Our dilemma : if we decide to rest we'll have to mergin any longer regarding wind conditions. And if this final wind window isn't working as planned (it's such a difficult excercice to predict the wind so precisely, at this exact position, where the landscape itself can generate its own weather system), then we'll be stuck without wind, at only 70 km from the final point of the expedition...

None of us wants to take the chance of getting stuck : instead of getting in our sleeping bags, we wrap up the camp, drink coffee and get going ; we'll sleep later...
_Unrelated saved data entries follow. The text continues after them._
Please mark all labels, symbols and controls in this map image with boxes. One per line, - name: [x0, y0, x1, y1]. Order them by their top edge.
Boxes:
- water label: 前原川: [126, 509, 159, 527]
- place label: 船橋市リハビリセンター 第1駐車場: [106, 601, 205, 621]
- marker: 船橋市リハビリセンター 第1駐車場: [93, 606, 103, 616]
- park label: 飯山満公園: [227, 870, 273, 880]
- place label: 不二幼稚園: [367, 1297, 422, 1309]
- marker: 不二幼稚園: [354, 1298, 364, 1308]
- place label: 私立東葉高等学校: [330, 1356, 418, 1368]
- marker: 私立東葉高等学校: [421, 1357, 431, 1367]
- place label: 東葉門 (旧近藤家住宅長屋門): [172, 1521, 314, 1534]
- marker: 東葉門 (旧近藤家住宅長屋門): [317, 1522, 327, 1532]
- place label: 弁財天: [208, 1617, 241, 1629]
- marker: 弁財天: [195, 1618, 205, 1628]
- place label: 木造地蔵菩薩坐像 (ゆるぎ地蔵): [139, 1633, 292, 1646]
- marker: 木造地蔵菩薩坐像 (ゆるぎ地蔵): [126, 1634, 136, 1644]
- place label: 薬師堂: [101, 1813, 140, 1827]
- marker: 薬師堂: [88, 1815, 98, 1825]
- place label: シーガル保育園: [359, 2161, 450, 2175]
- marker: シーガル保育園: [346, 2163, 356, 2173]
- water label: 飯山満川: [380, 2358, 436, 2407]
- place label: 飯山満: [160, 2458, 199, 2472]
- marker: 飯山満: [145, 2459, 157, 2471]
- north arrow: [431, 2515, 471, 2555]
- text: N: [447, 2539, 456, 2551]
At 10 am we set off, in a nice and gentle easterly blow. We need our "big guns" (speed 19m²). We soon realize that the wind 30m higher is a lot stronger than the surface wind ; our speed 19m² are way too big : with them in such winds it would be too difficult to stop quickly (and there are quiet a bunch of crevasses here). We decide to swap our speed 19m² for the speed 10m².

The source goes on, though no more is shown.